Ao ouvir isso, Francisco e Sabrina correram para entrar no quarto de hóspedes para não serem vistos por ninguém.
— O que foi isso? — Francisco perguntou.
— Estou tão surpresa quanto você. O patrão sempre foi assim com a esposa, mas a filha…É a primeira vez. Deve estar muito embriagado, mas a senhorita Luísa não devia ter provocado.
— E aquele homem, quem é?
— É Getúlio, o mordomo da casa. Ele está aqui bem antes do prefeito ter se casado. Todos tem um grande respeito por ele, até mesmo o prefeito.
— Ah…
Então aquele homem era seu tio, o responsável por anos de sofrimento na vida de Francisco. Ele havia feito uma dívida e fugido dela, deixando seu pai para enfrentar as consequências. Enquanto isso, vivia no luxo e conforto, enquanto o pai de Francisco descansava em um terreno que nunca tinha visto ser reformado. A hora de acertar as contas estava chegando, e Francisco mal podia esperar por isso.
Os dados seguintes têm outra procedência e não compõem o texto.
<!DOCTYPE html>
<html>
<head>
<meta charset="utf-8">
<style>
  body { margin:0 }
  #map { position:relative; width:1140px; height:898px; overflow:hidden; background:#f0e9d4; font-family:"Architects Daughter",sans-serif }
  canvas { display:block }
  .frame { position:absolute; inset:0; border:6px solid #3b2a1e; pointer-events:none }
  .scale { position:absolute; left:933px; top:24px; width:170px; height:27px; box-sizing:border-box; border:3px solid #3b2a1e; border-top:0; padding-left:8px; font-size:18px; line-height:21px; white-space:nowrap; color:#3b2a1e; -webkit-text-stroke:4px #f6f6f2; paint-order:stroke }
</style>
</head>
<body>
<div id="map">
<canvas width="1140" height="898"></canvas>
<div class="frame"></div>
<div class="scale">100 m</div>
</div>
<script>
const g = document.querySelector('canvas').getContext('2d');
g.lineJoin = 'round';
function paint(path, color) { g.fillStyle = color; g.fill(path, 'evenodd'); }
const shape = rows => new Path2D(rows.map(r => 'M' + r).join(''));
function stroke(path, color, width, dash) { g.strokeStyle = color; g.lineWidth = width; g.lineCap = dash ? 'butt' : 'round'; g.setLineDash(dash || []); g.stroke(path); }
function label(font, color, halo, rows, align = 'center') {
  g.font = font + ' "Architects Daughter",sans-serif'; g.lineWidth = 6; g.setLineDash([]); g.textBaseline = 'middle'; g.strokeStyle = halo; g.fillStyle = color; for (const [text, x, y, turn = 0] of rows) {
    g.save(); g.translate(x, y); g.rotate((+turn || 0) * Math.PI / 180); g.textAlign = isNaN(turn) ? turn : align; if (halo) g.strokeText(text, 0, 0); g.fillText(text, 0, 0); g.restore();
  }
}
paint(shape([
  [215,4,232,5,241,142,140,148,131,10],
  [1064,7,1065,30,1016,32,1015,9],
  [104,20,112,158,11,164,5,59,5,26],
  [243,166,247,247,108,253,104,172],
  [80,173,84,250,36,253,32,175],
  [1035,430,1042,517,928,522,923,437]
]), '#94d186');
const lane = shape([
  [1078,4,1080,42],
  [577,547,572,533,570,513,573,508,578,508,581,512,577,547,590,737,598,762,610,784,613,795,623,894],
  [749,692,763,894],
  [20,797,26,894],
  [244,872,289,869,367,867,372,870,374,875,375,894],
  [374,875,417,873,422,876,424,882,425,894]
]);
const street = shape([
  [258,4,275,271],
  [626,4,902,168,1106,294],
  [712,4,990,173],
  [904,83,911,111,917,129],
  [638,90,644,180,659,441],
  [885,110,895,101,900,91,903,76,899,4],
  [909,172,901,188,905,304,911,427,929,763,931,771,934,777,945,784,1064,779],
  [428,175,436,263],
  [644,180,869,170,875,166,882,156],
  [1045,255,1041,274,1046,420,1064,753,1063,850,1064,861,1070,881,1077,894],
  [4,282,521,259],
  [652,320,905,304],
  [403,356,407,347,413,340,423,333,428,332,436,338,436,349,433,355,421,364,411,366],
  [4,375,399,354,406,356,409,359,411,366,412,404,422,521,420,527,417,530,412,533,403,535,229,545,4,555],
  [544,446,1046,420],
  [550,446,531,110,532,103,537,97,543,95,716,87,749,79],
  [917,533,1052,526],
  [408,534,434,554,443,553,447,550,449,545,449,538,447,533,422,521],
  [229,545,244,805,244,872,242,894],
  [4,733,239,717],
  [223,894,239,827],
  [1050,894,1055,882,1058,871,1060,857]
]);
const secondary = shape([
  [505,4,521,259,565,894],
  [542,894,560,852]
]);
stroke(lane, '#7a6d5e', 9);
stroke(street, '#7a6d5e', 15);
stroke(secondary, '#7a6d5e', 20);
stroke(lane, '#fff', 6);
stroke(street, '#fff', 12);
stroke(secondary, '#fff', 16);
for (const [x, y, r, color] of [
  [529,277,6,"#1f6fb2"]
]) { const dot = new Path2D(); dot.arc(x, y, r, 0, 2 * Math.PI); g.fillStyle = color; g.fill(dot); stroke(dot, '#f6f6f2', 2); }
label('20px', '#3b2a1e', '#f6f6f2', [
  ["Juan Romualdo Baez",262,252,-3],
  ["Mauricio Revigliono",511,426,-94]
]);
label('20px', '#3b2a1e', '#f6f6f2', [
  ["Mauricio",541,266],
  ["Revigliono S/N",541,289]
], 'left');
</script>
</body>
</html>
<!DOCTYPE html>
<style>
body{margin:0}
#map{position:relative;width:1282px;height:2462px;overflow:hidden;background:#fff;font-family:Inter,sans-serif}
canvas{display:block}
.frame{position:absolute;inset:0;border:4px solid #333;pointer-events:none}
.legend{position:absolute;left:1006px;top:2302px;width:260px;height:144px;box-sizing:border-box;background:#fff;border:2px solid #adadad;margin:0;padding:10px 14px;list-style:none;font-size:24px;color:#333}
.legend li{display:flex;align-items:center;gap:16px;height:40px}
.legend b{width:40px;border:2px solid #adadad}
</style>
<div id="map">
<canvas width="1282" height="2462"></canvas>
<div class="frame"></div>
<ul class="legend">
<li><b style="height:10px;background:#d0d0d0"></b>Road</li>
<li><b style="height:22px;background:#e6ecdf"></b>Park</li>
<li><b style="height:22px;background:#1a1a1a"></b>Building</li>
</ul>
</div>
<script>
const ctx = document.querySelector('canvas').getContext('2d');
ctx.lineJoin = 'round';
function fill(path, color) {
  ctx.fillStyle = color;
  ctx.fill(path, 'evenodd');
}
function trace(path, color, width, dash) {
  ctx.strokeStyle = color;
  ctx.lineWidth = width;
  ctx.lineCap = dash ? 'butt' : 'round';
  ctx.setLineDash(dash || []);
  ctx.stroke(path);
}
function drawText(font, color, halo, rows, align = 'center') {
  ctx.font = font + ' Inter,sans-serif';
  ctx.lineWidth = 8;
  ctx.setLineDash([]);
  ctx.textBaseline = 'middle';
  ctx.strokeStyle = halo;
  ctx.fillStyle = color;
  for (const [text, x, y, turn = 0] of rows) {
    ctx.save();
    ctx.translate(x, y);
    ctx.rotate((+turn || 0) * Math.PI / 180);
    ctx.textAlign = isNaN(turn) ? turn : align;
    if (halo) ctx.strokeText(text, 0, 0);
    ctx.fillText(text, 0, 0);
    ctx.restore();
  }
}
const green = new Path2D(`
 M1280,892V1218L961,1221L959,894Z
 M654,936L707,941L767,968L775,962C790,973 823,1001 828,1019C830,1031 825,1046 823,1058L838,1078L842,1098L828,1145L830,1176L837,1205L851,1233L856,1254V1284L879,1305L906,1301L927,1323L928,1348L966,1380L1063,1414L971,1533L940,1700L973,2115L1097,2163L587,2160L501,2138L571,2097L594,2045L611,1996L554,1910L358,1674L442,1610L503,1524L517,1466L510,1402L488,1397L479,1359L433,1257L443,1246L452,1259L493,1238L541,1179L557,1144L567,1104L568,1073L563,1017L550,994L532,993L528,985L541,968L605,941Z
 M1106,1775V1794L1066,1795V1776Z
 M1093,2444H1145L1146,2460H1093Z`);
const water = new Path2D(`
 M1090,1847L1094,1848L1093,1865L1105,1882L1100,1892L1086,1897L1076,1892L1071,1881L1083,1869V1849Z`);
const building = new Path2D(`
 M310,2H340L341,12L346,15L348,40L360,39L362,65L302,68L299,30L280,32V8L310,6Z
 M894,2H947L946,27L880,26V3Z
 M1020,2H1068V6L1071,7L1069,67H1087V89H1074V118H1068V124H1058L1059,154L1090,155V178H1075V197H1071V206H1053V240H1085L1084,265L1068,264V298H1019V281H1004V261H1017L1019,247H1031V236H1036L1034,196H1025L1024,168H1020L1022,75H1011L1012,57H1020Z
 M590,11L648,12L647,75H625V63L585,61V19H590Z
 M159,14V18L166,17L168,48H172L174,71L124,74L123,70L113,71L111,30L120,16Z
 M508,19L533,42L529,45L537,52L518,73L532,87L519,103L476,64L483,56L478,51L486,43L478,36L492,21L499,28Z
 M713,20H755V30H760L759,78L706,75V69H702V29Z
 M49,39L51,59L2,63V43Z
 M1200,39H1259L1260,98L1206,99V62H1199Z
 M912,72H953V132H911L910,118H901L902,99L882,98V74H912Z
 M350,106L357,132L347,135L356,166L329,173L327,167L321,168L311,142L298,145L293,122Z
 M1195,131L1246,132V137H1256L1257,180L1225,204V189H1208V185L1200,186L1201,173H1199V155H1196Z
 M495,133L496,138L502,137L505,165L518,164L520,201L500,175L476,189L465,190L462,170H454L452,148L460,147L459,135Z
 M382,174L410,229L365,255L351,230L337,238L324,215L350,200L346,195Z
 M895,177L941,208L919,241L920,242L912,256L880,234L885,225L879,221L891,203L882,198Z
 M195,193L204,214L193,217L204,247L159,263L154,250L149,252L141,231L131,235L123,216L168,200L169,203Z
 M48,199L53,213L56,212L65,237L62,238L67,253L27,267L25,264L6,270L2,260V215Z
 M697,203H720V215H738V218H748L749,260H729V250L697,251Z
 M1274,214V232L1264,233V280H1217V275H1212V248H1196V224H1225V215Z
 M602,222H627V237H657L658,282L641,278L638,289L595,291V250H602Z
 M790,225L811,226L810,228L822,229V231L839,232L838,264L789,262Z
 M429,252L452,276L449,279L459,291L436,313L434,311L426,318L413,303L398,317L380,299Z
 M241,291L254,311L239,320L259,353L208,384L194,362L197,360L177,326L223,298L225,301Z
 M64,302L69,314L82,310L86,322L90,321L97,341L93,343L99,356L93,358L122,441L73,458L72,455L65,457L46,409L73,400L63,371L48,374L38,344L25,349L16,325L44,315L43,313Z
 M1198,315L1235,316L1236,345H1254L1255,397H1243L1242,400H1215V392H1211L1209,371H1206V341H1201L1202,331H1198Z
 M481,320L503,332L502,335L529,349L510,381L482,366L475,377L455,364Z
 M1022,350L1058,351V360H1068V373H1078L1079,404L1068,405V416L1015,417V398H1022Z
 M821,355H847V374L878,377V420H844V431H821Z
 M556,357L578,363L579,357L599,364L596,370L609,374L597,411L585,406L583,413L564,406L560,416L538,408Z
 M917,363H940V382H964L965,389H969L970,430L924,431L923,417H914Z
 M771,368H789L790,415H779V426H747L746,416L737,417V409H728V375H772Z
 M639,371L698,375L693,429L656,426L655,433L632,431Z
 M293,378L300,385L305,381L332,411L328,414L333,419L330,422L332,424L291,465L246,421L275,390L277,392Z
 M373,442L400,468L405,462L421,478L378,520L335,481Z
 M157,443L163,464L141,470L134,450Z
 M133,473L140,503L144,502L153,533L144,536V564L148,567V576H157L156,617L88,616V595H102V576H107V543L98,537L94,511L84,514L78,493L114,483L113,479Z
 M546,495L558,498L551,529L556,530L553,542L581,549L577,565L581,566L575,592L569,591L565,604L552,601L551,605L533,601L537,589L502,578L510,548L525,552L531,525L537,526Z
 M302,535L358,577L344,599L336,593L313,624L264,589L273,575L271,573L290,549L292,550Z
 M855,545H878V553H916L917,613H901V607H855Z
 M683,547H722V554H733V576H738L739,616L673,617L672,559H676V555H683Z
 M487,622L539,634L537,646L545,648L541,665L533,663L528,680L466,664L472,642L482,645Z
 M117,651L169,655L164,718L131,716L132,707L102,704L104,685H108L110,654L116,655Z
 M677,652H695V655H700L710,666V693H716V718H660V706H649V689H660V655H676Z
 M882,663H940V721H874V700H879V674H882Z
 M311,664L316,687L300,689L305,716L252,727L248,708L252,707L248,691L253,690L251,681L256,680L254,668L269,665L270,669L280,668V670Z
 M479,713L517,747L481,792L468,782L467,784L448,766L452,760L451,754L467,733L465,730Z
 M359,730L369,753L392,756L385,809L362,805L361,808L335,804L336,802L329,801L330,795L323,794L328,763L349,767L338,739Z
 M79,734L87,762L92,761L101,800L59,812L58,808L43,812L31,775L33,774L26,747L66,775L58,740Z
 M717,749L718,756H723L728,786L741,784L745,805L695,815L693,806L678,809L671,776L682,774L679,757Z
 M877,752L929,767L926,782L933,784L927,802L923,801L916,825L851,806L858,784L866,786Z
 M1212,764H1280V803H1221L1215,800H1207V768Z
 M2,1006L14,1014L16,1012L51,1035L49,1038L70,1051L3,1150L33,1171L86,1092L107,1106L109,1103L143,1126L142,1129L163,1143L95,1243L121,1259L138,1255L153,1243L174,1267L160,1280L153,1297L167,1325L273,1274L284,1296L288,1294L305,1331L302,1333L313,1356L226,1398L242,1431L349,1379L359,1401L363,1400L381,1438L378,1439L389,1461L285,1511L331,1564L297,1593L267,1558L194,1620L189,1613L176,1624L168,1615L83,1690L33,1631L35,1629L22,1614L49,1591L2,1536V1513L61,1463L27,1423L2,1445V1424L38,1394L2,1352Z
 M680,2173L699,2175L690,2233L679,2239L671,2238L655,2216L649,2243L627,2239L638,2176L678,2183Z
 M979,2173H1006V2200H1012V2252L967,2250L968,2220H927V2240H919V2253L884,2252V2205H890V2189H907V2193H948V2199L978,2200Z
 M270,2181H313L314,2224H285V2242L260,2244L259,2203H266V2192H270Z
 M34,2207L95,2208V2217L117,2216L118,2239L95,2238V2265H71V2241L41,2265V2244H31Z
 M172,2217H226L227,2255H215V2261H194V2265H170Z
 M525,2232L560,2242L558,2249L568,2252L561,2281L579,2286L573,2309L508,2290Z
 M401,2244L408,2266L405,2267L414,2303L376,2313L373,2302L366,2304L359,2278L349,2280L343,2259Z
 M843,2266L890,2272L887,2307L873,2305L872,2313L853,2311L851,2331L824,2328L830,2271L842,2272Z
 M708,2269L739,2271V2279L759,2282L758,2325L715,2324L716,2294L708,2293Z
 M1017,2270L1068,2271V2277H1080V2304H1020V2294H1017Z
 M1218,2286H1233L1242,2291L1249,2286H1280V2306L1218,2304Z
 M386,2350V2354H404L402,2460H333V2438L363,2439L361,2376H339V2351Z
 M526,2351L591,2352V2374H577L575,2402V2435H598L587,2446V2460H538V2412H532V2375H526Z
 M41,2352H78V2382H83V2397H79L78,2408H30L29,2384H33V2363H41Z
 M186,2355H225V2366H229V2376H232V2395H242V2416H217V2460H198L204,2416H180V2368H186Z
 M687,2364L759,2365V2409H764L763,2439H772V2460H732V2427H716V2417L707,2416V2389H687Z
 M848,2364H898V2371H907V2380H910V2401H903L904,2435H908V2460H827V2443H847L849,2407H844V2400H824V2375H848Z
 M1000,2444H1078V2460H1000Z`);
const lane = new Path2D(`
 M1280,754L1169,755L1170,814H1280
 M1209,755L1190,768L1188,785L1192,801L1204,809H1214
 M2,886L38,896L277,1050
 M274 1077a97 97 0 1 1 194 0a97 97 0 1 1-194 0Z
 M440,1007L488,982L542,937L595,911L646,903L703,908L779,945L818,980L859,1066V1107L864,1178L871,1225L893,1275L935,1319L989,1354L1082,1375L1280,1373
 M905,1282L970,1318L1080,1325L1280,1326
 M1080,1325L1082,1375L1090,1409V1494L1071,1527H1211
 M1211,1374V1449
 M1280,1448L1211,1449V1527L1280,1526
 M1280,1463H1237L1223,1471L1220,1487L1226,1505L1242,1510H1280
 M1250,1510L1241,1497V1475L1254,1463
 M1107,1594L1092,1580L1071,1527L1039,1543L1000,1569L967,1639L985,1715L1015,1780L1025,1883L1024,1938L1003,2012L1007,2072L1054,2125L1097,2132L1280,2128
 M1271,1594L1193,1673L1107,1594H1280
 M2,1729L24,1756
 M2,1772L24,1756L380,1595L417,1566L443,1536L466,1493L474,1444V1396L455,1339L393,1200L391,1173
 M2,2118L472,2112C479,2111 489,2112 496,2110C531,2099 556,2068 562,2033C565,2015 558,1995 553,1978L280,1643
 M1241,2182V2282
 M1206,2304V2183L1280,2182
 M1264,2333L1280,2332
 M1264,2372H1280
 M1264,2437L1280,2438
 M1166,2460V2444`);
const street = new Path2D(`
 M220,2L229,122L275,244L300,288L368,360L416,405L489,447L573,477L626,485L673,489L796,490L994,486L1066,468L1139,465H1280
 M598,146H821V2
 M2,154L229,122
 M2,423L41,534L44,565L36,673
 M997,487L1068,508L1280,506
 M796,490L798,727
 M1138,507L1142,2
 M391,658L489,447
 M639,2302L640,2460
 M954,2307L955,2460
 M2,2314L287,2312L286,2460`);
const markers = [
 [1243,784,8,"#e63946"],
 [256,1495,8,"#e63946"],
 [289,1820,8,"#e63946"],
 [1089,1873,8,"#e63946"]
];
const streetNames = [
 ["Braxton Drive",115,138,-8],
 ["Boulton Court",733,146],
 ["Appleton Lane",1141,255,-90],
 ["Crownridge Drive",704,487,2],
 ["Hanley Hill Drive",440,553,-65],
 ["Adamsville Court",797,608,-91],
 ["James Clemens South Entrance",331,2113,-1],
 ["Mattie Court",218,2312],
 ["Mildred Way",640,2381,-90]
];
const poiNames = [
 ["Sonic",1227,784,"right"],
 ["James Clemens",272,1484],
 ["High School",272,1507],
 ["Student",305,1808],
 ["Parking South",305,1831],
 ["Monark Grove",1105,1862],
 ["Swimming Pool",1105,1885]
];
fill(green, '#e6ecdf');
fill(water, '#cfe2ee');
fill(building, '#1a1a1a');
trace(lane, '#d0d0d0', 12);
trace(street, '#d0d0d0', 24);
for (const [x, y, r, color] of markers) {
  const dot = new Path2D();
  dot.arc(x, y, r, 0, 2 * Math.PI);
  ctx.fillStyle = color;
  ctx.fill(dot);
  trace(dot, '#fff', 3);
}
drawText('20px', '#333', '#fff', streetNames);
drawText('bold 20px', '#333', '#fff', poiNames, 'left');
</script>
Após Sabrina se retirar do quarto, a raiva era tanta que mal cabia em seu peito. Sentiu o corpo suar e as mãos começarem a tremer. Há anos vinha tendo esses ataques e o único modo que conseguia fazer com que tivesse fim, era ficar sozinho sem que ninguém estivesse por perto. Enquanto esperava o caos dentro dele passar, pensou no quanto teria que se esforçar para não pensar no passado com tanta frequência.
Após conseguir se acalmar o suficiente para se deitar naquela cama extremamente confortável, Francisco adormeceu pronto para enfrentar o que quer que o destino reservasse para ele no Vale do Café.